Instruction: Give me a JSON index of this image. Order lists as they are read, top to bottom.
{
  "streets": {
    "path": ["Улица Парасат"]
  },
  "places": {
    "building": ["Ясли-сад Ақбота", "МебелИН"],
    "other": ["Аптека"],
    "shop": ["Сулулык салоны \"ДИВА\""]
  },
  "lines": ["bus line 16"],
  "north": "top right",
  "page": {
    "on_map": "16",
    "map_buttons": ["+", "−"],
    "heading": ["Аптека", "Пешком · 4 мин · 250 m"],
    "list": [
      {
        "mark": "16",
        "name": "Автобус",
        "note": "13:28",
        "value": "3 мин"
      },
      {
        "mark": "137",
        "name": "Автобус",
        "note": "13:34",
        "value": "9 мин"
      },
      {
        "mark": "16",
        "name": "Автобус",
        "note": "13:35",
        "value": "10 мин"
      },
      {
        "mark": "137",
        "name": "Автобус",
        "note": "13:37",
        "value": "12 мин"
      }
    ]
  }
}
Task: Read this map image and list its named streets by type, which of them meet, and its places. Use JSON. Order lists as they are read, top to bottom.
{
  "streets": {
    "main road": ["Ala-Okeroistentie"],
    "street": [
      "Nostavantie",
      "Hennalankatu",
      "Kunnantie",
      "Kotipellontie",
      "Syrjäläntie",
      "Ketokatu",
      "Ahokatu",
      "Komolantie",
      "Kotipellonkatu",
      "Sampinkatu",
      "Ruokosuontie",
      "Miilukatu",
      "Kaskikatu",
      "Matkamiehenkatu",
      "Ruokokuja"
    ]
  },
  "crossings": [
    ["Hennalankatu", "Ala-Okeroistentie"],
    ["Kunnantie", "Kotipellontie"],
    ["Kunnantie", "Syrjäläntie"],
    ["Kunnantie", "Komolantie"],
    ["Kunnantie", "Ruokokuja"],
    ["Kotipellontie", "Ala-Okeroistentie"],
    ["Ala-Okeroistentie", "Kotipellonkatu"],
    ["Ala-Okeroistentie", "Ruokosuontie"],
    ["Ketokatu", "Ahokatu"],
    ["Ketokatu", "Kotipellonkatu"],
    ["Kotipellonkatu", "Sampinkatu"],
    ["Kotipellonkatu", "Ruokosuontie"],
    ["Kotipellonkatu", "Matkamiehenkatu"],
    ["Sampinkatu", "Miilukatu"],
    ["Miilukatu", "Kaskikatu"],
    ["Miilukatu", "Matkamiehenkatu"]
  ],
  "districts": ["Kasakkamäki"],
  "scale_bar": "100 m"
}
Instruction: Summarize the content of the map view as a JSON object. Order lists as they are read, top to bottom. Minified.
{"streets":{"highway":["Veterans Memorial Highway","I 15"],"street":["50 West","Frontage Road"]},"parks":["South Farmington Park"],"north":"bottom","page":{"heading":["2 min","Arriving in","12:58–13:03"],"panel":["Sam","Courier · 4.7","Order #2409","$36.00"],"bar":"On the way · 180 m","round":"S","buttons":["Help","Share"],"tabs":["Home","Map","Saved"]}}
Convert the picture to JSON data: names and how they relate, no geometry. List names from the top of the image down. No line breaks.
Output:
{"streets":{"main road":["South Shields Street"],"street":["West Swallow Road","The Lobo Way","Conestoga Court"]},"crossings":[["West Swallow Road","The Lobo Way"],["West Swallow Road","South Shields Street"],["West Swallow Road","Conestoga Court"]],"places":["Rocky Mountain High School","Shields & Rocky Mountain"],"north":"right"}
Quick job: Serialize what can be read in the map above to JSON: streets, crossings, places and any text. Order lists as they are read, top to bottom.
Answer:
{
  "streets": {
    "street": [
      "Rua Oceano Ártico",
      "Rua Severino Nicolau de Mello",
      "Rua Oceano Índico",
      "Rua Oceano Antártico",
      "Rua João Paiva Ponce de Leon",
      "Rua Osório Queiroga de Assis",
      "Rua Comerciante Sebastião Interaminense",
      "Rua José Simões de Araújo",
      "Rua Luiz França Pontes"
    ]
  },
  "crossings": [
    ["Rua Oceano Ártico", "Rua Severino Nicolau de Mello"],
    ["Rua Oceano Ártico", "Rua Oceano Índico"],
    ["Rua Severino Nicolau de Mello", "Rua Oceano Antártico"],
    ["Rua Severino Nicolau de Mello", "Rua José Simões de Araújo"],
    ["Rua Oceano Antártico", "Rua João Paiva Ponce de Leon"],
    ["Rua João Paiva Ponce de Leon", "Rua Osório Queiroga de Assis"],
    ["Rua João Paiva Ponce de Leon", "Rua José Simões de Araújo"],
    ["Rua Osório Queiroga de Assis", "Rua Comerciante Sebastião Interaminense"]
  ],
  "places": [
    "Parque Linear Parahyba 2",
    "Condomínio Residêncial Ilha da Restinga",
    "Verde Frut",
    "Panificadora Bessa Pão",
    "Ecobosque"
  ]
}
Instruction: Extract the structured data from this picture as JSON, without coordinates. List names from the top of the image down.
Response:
=======
■ Aim of the task: Every record above is to be copied exactly.

■ Answer:
Instruction: Give me a JSON index of this image. Order lists as they are read, top to bottom.
{
  "streets": {
    "path": ["Улица Парасат"]
  },
  "places": {
    "building": ["Ясли-сад Ақбота", "МебелИН"],
    "other": ["Аптека"],
    "shop": ["Сулулык салоны \"ДИВА\""]
  },
  "lines": ["bus line 16"],
  "north": "top right",
  "page": {
    "on_map": "16",
    "map_buttons": ["+", "−"],
    "heading": ["Аптека", "Пешком · 4 мин · 250 m"],
    "list": [
      {
        "mark": "16",
        "name": "Автобус",
        "note": "13:28",
        "value": "3 мин"
      },
      {
        "mark": "137",
        "name": "Автобус",
        "note": "13:34",
        "value": "9 мин"
      },
      {
        "mark": "16",
        "name": "Автобус",
        "note": "13:35",
        "value": "10 мин"
      },
      {
        "mark": "137",
        "name": "Автобус",
        "note": "13:37",
        "value": "12 мин"
      }
    ]
  }
}
Task: Read this map image and list its named streets by type, which of them meet, and its places. Use JSON. Order lists as they are read, top to bottom.
{
  "streets": {
    "main road": ["Ala-Okeroistentie"],
    "street": [
      "Nostavantie",
      "Hennalankatu",
      "Kunnantie",
      "Kotipellontie",
      "Syrjäläntie",
      "Ketokatu",
      "Ahokatu",
      "Komolantie",
      "Kotipellonkatu",
      "Sampinkatu",
      "Ruokosuontie",
      "Miilukatu",
      "Kaskikatu",
      "Matkamiehenkatu",
      "Ruokokuja"
    ]
  },
  "crossings": [
    ["Hennalankatu", "Ala-Okeroistentie"],
    ["Kunnantie", "Kotipellontie"],
    ["Kunnantie", "Syrjäläntie"],
    ["Kunnantie", "Komolantie"],
    ["Kunnantie", "Ruokokuja"],
    ["Kotipellontie", "Ala-Okeroistentie"],
    ["Ala-Okeroistentie", "Kotipellonkatu"],
    ["Ala-Okeroistentie", "Ruokosuontie"],
    ["Ketokatu", "Ahokatu"],
    ["Ketokatu", "Kotipellonkatu"],
    ["Kotipellonkatu", "Sampinkatu"],
    ["Kotipellonkatu", "Ruokosuontie"],
    ["Kotipellonkatu", "Matkamiehenkatu"],
    ["Sampinkatu", "Miilukatu"],
    ["Miilukatu", "Kaskikatu"],
    ["Miilukatu", "Matkamiehenkatu"]
  ],
  "districts": ["Kasakkamäki"],
  "scale_bar": "100 m"
}
Instruction: Summarize the content of the map view as a JSON object. Order lists as they are read, top to bottom. Minified.
{"streets":{"highway":["Veterans Memorial Highway","I 15"],"street":["50 West","Frontage Road"]},"parks":["South Farmington Park"],"north":"bottom","page":{"heading":["2 min","Arriving in","12:58–13:03"],"panel":["Sam","Courier · 4.7","Order #2409","$36.00"],"bar":"On the way · 180 m","round":"S","buttons":["Help","Share"],"tabs":["Home","Map","Saved"]}}
Convert the picture to JSON data: names and how they relate, no geometry. List names from the top of the image down. No line breaks.
Output:
{"streets":{"main road":["South Shields Street"],"street":["West Swallow Road","The Lobo Way","Conestoga Court"]},"crossings":[["West Swallow Road","The Lobo Way"],["West Swallow Road","South Shields Street"],["West Swallow Road","Conestoga Court"]],"places":["Rocky Mountain High School","Shields & Rocky Mountain"],"north":"right"}
Quick job: Serialize what can be read in the map above to JSON: streets, crossings, places and any text. Order lists as they are read, top to bottom.
Answer:
{
  "streets": {
    "street": [
      "Rua Oceano Ártico",
      "Rua Severino Nicolau de Mello",
      "Rua Oceano Índico",
      "Rua Oceano Antártico",
      "Rua João Paiva Ponce de Leon",
      "Rua Osório Queiroga de Assis",
      "Rua Comerciante Sebastião Interaminense",
      "Rua José Simões de Araújo",
      "Rua Luiz França Pontes"
    ]
  },
  "crossings": [
    ["Rua Oceano Ártico", "Rua Severino Nicolau de Mello"],
    ["Rua Oceano Ártico", "Rua Oceano Índico"],
    ["Rua Severino Nicolau de Mello", "Rua Oceano Antártico"],
    ["Rua Severino Nicolau de Mello", "Rua José Simões de Araújo"],
    ["Rua Oceano Antártico", "Rua João Paiva Ponce de Leon"],
    ["Rua João Paiva Ponce de Leon", "Rua Osório Queiroga de Assis"],
    ["Rua João Paiva Ponce de Leon", "Rua José Simões de Araújo"],
    ["Rua Osório Queiroga de Assis", "Rua Comerciante Sebastião Interaminense"]
  ],
  "places": [
    "Parque Linear Parahyba 2",
    "Condomínio Residêncial Ilha da Restinga",
    "Verde Frut",
    "Panificadora Bessa Pão",
    "Ecobosque"
  ]
}
Instruction: Extract the structured data from this picture as JSON, without coordinates. List names from the top of the image down.
Response:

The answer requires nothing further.